アメリカ第3の政党、リバタリアン党候補に聞く「麻薬合法化、NATO離脱、ガザはジェノサイド」
‘I’M HAPPY TO DISRUPT’
──対立候補のトランプとバイデンについて何を最も批判するか。
変な話だがどちらについてもほぼ同じだ。
どちらも権限や規模という点で国の役割が拡大するままにしている。政府の役割拡大がさらに加速して私たちの暮らしをコントロールする面が増え、国内でも海外でも官憲や銃弾や爆弾によって暴力を拡大させるのを許してきた。
彼らは同じ1羽の鳥の左右の翼だと思う。2人とも独裁主義者だ。スタイルが違うだけで、政府を拡大させていることに変わりはない。どちらの統治スタイルも国内の党派心をあおり国民の亀裂を深めている。
どちらを選んでも結果は悲惨だ。
──どちらかがましということは?
今回の大統領選では、どちらが選ばれるにしろ、共和・民主両党の最有力候補はミレニアル世代やZ世代とはつながりがない。
私ならある。自分はミレニアル世代だと思っているから。こんなに若い候補者は久しぶりかもしれない。
今こそわれわれ若い世代が立ち上がるべきだ。私たちは大票田。ミレニアル世代・Z世代は間違いなく票の過半数を占めている。
──リバタリアンはアメリカの司法制度に懸念を抱いている。トランプは司法制度の犠牲者だと思うか。
最初に言っておくが、自分が支持する大統領候補が出廷するときだけ司法制度を気にするのはおかしい。常に無数の人々が司法制度の影響を受けているのに。
司法制度の影響を最も受けないのは自分を弁護する術のある人々だ。
司法制度の乱用に苦しんでいるのはトランプのような人々ではない。一流弁護士や弁護団を雇う余裕がなく、公選弁護人がつくような人々、不当な麻薬戦争の犠牲者だ。そうした状況が貧困の悪循環を生んでいる。トランプが刑務所行きになるとは思えない。恐らく執行猶予で済むだろう。
一方、身を守る術のない人間、無名の人間、統計学的に言えば非白人の場合は、もっと厳しい判決が下る可能性がある。
──あなたは麻薬問題と刑事司法制度の関連性に触れた。麻薬犯罪に国はどう対処すべきか。
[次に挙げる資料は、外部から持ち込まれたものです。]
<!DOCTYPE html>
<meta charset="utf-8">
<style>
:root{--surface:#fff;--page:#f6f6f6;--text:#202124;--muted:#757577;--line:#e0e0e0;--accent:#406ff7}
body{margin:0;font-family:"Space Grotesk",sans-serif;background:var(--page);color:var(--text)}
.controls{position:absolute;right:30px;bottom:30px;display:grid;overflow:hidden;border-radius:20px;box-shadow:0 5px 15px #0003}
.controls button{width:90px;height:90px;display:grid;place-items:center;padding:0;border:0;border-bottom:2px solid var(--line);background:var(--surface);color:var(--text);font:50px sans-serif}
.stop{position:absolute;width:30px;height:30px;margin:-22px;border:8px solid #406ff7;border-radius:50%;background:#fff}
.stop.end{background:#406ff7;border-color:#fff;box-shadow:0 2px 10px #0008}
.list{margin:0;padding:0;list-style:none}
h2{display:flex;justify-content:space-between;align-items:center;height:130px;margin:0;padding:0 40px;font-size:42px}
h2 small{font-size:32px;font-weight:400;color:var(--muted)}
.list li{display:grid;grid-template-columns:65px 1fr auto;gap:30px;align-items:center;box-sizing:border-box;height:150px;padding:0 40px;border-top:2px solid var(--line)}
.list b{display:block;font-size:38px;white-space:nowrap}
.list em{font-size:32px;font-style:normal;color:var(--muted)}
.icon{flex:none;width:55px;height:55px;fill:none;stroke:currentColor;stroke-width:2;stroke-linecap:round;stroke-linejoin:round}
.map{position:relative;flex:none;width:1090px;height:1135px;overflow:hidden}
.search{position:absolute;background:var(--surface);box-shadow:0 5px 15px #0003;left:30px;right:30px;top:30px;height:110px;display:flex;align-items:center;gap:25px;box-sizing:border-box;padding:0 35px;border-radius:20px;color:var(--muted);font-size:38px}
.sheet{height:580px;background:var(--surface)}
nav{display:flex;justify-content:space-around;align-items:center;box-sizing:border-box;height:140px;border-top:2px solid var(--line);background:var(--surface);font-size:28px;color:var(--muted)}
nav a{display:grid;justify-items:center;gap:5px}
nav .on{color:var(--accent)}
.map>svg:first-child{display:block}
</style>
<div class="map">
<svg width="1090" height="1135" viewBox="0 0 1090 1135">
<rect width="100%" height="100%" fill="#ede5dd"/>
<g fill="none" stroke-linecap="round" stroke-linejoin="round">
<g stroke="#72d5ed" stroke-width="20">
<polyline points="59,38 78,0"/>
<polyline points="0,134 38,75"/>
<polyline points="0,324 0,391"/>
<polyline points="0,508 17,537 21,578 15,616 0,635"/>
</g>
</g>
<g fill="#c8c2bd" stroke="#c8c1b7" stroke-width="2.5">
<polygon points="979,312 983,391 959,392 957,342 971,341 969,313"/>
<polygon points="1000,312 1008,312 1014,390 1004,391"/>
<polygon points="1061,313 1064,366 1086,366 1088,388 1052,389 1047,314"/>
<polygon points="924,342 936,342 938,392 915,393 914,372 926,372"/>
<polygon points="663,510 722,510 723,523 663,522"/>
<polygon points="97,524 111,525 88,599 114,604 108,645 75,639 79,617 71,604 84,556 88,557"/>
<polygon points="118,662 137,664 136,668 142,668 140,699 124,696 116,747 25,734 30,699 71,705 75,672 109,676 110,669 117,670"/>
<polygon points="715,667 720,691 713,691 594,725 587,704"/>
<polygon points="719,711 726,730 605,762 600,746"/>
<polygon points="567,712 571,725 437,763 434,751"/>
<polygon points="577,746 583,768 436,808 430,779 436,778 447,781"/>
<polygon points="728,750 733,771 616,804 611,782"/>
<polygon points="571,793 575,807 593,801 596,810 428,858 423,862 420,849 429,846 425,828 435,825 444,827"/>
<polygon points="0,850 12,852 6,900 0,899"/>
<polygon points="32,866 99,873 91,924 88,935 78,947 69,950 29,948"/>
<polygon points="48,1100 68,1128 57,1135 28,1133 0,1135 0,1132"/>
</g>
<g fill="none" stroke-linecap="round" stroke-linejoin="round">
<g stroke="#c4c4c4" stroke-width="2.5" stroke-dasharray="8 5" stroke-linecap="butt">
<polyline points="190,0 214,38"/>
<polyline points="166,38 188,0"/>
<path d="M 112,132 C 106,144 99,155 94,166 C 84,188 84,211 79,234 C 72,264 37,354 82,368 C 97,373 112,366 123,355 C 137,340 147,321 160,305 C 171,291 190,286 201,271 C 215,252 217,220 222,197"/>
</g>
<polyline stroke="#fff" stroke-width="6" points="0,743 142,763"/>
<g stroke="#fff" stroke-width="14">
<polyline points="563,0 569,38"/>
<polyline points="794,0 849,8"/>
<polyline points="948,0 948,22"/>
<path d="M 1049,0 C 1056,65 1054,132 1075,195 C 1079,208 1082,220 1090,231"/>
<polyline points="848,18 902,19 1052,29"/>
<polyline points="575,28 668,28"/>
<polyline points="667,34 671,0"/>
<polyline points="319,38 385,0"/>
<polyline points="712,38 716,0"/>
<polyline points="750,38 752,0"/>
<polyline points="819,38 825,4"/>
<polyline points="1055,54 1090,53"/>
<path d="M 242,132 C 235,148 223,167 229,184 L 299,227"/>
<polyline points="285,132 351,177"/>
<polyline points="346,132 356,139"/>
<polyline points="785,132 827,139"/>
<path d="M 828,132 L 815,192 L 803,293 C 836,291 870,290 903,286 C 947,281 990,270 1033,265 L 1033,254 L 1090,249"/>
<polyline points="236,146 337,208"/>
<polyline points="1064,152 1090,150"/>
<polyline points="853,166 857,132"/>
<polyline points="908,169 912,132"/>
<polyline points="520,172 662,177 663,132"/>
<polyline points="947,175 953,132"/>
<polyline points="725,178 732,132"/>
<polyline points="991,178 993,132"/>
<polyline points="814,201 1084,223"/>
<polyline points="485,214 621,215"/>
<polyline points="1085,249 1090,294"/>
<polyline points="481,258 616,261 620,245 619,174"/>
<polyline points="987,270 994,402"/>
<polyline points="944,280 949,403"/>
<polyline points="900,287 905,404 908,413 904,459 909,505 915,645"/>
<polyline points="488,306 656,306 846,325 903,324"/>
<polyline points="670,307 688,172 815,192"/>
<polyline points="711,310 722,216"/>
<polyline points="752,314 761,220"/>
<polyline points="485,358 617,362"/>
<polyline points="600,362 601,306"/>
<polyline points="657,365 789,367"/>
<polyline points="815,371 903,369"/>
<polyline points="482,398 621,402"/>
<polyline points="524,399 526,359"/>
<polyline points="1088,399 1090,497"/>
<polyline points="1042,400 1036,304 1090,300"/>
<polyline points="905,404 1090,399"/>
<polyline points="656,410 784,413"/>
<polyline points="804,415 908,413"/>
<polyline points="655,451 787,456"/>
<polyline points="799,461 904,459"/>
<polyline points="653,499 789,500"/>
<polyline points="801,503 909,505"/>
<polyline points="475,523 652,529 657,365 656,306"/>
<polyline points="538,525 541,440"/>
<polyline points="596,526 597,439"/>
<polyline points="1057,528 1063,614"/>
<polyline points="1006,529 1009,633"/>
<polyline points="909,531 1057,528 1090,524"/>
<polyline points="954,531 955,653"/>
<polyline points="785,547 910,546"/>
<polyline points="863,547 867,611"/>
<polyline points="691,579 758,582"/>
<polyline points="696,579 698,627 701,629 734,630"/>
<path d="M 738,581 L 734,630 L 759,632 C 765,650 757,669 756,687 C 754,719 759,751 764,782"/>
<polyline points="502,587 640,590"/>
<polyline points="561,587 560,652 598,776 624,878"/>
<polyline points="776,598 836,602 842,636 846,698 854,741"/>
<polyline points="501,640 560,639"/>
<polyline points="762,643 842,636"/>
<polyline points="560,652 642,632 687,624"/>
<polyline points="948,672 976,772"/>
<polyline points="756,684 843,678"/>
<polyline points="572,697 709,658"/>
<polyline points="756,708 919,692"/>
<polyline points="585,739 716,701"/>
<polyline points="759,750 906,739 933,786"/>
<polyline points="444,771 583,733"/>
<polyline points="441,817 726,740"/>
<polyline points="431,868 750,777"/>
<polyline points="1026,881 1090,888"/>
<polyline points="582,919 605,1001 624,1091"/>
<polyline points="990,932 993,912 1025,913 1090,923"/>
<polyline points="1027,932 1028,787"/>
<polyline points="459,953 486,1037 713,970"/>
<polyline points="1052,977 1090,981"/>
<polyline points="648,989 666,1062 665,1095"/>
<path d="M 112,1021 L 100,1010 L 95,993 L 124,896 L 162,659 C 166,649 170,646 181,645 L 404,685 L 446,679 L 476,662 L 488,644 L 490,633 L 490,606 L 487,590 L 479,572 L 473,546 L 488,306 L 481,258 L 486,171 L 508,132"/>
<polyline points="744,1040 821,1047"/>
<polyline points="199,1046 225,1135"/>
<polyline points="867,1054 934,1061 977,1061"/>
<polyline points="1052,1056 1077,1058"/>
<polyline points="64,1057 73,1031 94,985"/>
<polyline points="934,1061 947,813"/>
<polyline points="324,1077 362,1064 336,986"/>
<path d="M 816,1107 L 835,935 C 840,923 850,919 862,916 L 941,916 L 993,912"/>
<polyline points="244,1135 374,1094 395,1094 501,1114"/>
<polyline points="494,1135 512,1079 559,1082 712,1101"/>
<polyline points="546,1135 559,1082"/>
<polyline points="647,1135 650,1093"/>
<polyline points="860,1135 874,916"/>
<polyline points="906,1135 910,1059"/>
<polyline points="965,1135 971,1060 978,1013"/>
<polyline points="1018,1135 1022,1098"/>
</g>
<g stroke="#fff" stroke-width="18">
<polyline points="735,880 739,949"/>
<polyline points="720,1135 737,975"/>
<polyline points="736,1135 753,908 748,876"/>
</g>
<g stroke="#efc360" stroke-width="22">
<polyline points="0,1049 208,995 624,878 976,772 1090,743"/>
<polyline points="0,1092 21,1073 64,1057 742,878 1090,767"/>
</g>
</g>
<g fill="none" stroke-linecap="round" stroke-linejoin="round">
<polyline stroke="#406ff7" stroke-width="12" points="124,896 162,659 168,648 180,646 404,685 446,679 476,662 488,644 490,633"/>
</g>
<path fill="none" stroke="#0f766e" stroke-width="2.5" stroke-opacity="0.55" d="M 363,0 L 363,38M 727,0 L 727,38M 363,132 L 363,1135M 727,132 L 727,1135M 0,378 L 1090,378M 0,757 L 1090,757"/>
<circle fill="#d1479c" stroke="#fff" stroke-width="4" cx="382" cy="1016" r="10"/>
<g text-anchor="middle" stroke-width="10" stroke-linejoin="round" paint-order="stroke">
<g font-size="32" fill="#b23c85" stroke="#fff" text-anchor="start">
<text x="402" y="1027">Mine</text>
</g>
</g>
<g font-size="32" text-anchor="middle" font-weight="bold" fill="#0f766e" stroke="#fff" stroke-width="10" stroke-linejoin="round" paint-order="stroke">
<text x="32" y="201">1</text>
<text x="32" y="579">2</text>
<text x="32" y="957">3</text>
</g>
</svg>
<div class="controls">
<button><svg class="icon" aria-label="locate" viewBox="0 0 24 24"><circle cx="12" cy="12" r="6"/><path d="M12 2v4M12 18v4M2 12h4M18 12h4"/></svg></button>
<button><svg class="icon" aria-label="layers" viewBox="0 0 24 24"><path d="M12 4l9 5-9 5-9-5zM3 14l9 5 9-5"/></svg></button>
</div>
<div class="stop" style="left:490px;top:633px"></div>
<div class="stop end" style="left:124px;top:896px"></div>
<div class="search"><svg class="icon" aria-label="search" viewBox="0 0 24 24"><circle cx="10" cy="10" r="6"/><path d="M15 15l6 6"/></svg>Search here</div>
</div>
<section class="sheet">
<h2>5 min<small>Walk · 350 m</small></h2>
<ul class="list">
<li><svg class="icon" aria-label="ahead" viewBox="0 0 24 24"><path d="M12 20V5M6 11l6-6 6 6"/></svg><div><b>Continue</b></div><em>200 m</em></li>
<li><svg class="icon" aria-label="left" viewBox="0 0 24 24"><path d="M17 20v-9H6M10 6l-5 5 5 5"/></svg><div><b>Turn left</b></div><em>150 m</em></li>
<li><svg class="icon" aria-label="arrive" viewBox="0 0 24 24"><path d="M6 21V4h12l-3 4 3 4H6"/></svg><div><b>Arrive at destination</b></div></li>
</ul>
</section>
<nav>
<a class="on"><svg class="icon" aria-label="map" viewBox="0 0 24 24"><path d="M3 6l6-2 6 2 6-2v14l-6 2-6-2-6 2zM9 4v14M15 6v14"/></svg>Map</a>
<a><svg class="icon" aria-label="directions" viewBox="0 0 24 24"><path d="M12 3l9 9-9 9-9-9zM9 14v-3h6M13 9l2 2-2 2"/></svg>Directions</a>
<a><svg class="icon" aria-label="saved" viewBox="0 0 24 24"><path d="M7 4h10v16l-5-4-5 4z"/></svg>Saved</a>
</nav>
まず全ての薬物の完全合法化を模索する必要がある。依存症は病気だから、刑務所に送って済む問題ではない。麻薬戦争自体が闇市場を生み、麻薬カルテルが金儲けのために暴力沙汰を起こす。合法化すればそうしたトラブルは確実に減るはずだ。
リバタリアンの大統領が誕生したあかつきには、成人が望む薬物を合法的に摂取できる道を早急に模索することになるだろう。